Uzun zamadır kazdağları'na gitmeyi istiyorduk. Sonunda 2 gün izin almayı başardık.Perşembe sabahı yola çıktık. Feribotla bandırmaya geçtikten sonra Balıkesir üzerinden kazdağları'nın yolunu tuttuk. Şansımıza bütün kış yağmayan yağmur bütün şiddetiyle yağıyordu.Susurluk ulusoy tesislerinde ara verdik.Uzunnn bir ara ......2 saat kadar ......Çiğ börek yedik ve alışveriş yaptık.Sonra balıkesir.....
Balıkesir burak'ın memleketi......Irmak ve benimde kütüğümde bu şirin ilde :) Sonrası edremid , altınoluk,akçay ve küçükkuyu. Saat 15.00 olmuş inanılır gibi değil 7'de yola çıkmıştık.Buralar yazlık mekanlar olduğu için fazla hareket yok ,çoğu dükkan kapalı. Küçük kuyunun sahiline gidiyoruz.
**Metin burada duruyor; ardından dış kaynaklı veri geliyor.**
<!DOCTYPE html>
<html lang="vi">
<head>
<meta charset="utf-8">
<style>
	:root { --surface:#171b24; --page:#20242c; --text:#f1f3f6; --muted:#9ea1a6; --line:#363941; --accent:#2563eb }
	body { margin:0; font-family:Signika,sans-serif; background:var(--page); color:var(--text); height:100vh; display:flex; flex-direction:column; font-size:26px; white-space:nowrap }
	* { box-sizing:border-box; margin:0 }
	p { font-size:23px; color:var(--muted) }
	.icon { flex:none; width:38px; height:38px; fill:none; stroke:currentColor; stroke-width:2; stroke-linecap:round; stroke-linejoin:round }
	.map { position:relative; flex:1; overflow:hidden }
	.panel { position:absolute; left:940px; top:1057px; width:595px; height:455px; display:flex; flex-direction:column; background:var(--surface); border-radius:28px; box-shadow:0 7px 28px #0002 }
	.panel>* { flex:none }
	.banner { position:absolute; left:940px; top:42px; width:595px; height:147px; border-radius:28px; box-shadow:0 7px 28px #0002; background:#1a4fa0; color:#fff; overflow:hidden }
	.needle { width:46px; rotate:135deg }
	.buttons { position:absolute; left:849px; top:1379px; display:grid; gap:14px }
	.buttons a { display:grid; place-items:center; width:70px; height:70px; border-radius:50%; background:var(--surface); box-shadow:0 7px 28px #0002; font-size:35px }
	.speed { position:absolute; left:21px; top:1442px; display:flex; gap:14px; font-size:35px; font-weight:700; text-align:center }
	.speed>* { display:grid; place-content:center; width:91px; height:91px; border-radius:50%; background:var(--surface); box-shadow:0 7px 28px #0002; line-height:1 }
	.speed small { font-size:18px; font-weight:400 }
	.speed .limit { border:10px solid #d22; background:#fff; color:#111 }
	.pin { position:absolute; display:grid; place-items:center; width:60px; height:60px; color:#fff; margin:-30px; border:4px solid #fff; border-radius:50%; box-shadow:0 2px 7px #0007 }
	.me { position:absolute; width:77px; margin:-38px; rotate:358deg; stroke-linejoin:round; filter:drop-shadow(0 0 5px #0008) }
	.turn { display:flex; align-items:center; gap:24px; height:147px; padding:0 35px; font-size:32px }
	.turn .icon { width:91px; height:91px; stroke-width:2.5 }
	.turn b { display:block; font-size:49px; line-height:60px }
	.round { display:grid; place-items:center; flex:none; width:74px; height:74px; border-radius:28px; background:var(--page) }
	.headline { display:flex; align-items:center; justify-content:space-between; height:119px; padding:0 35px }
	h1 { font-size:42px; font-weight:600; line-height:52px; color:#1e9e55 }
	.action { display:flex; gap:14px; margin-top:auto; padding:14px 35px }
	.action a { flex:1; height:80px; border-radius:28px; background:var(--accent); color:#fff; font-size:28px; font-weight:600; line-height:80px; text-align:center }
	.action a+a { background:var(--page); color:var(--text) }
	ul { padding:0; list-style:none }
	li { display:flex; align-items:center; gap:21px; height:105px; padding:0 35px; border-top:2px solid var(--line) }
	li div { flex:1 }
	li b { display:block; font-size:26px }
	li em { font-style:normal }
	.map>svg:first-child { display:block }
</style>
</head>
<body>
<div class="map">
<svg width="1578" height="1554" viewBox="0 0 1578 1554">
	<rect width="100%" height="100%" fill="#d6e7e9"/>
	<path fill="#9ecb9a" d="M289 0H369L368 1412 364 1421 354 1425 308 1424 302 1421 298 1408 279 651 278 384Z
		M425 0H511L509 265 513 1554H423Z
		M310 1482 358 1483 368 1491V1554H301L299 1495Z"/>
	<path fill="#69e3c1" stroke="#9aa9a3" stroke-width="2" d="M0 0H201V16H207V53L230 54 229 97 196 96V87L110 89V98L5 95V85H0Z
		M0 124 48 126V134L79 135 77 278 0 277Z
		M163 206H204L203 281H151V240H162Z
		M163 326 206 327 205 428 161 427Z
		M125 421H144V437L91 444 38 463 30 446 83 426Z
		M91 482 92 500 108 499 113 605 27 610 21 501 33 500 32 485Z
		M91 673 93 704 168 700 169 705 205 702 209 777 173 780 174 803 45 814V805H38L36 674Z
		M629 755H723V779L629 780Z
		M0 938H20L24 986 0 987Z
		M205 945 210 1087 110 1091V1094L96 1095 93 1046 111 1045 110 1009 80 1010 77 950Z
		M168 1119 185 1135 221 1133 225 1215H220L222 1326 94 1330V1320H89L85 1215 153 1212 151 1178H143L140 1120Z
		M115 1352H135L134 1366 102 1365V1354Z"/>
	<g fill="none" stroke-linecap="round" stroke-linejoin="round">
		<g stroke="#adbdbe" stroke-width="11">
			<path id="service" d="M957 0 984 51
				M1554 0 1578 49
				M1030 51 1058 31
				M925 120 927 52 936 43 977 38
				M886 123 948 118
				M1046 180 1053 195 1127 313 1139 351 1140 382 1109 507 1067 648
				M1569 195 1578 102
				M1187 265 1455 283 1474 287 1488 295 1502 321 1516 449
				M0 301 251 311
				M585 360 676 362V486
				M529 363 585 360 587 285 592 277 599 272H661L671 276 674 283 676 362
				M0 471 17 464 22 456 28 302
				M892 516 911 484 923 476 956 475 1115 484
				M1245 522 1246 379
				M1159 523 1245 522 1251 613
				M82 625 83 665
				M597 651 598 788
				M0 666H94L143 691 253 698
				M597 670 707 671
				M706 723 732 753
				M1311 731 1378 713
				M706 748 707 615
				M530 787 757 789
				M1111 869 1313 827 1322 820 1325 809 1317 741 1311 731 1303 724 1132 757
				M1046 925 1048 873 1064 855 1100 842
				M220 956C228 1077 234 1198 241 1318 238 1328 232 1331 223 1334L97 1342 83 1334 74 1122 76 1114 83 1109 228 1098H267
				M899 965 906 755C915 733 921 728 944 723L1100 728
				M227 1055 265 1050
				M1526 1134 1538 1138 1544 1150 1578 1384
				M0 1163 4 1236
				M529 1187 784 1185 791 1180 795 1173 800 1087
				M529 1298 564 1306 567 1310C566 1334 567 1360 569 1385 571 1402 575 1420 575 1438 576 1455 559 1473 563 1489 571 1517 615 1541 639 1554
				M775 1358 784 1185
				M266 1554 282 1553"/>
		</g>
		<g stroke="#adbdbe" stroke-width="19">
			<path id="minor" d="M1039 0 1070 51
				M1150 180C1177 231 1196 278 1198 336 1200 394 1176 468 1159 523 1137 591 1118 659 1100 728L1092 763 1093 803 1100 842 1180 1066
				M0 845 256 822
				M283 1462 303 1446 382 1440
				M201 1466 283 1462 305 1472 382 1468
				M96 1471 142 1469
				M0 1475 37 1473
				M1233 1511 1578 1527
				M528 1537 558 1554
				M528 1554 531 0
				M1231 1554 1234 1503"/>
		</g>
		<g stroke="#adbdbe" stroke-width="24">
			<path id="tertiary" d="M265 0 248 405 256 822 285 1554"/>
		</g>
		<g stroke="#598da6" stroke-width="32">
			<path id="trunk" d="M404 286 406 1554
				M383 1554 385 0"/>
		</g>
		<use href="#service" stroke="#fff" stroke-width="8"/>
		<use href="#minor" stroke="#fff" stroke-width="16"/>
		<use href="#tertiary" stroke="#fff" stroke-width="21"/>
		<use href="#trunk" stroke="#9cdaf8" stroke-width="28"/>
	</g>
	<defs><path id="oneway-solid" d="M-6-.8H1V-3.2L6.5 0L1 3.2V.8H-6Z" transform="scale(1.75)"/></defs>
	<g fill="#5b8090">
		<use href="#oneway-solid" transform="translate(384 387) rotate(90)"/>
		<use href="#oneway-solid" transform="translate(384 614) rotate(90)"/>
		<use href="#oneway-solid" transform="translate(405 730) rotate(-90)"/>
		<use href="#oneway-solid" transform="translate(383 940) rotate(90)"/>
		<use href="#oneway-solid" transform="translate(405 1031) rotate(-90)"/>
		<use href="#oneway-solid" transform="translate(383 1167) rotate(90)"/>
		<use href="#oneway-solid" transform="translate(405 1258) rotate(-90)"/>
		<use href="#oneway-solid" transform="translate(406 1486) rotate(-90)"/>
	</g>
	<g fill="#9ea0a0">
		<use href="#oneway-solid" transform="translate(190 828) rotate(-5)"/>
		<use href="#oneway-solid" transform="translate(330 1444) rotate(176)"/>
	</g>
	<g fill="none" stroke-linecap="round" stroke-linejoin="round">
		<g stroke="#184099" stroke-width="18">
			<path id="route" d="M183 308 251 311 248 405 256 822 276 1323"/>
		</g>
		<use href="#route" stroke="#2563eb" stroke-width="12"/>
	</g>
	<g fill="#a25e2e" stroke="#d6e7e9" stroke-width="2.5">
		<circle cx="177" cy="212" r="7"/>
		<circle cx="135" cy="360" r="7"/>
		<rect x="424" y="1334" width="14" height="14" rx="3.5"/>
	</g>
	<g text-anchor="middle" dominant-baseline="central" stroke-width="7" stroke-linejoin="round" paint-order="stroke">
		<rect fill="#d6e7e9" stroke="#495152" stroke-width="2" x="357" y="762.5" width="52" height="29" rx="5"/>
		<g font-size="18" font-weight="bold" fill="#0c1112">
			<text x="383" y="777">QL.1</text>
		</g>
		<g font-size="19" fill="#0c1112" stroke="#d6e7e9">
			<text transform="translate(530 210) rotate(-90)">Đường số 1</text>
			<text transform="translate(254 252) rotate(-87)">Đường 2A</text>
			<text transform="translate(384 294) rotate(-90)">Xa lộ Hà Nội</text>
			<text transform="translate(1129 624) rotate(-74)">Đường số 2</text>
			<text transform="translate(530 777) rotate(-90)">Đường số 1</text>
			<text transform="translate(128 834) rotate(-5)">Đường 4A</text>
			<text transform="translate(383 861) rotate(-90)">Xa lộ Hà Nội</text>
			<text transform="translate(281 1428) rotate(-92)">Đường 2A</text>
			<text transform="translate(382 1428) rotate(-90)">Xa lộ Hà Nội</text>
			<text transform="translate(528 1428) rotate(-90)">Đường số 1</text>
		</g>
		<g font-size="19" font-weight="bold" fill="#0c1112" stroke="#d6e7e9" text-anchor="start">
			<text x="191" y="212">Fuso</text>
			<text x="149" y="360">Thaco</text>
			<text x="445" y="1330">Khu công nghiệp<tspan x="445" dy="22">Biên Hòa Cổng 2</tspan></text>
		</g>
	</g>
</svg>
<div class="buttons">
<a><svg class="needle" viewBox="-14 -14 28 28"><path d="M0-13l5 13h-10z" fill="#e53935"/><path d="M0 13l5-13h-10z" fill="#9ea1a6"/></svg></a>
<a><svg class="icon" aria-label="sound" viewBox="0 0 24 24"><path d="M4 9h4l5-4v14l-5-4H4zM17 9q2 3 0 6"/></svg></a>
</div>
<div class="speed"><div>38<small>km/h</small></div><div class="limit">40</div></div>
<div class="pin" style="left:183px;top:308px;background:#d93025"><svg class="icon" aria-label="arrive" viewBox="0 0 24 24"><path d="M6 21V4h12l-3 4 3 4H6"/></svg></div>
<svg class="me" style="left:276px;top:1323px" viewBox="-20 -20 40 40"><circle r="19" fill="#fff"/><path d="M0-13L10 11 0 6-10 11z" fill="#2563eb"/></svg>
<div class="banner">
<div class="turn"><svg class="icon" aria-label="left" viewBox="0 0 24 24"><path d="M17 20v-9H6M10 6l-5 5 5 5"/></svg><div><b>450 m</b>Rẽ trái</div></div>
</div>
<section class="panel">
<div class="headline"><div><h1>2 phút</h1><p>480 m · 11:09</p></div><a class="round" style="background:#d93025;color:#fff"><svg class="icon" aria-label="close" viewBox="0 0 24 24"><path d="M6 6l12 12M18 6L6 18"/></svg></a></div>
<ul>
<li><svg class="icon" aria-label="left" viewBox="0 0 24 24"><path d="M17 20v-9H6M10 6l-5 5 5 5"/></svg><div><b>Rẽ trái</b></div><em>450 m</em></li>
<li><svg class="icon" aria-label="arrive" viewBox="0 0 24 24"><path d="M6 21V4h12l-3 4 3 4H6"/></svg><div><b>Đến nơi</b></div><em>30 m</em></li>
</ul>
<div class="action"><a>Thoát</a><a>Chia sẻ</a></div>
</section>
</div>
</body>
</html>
Gözümüzün kestiği bir yerde balık yemek için. Tam isabet herşey muhteşemdi. Deniz levreği, deniz çipurası, balık çorbası,yengeç salata, kalamar salata ve içecekler için 52 YL ödüyoruz. Alp Balık Evi..........Şiddetle tavsiye ediyorum. Yemekle birlikte getirilen zeytinlerden çıkarken alıyoruz. Şimdi daha çok almadığımız için pişmanım..................
Manici kasrı eski bir Zeytinyağı fabrikası üzerine kurulmuş.Klasik mobilyalarla döşenmiş ,bütün odalarında şömine yanan bir otel. Toplam 10 oda var ve odalarda ,oturma,TV salonlarında onlarca klasiK kitap var. Benim tavsiyem romantik bir ortam çocuksuz gitmek lazım. Biz ırmakla olmaktan şikayetçi olmadık ama çokta kafa dinledik diyemeyiz....
Otele yerleşiyoruz.Odamızın 1. katta olması bizim için çok avantajlı oldu. Irmak uyuduktan sonra bizde oturma odasında oturup sohbet edebildik. Yağmurun sesi camlara vururken,şöminenin ateşine bakarak şefin özel tarifi naneli adaçayını içmek çok zevkliydi.
Irmak hanım yolda çok yorulduğu için rahat yatağı görünce hemen üstüne atladı. Biraz dinlendikten ve etrafı gezdikten sonra akşam yemeği için hazırlandık. Yemek gerçektende şaşırtıcı derecede güzeldi. Menü ıspanak çorbası, fırında et,zeytinyağlılar ve tatlıdan oluşuyordu.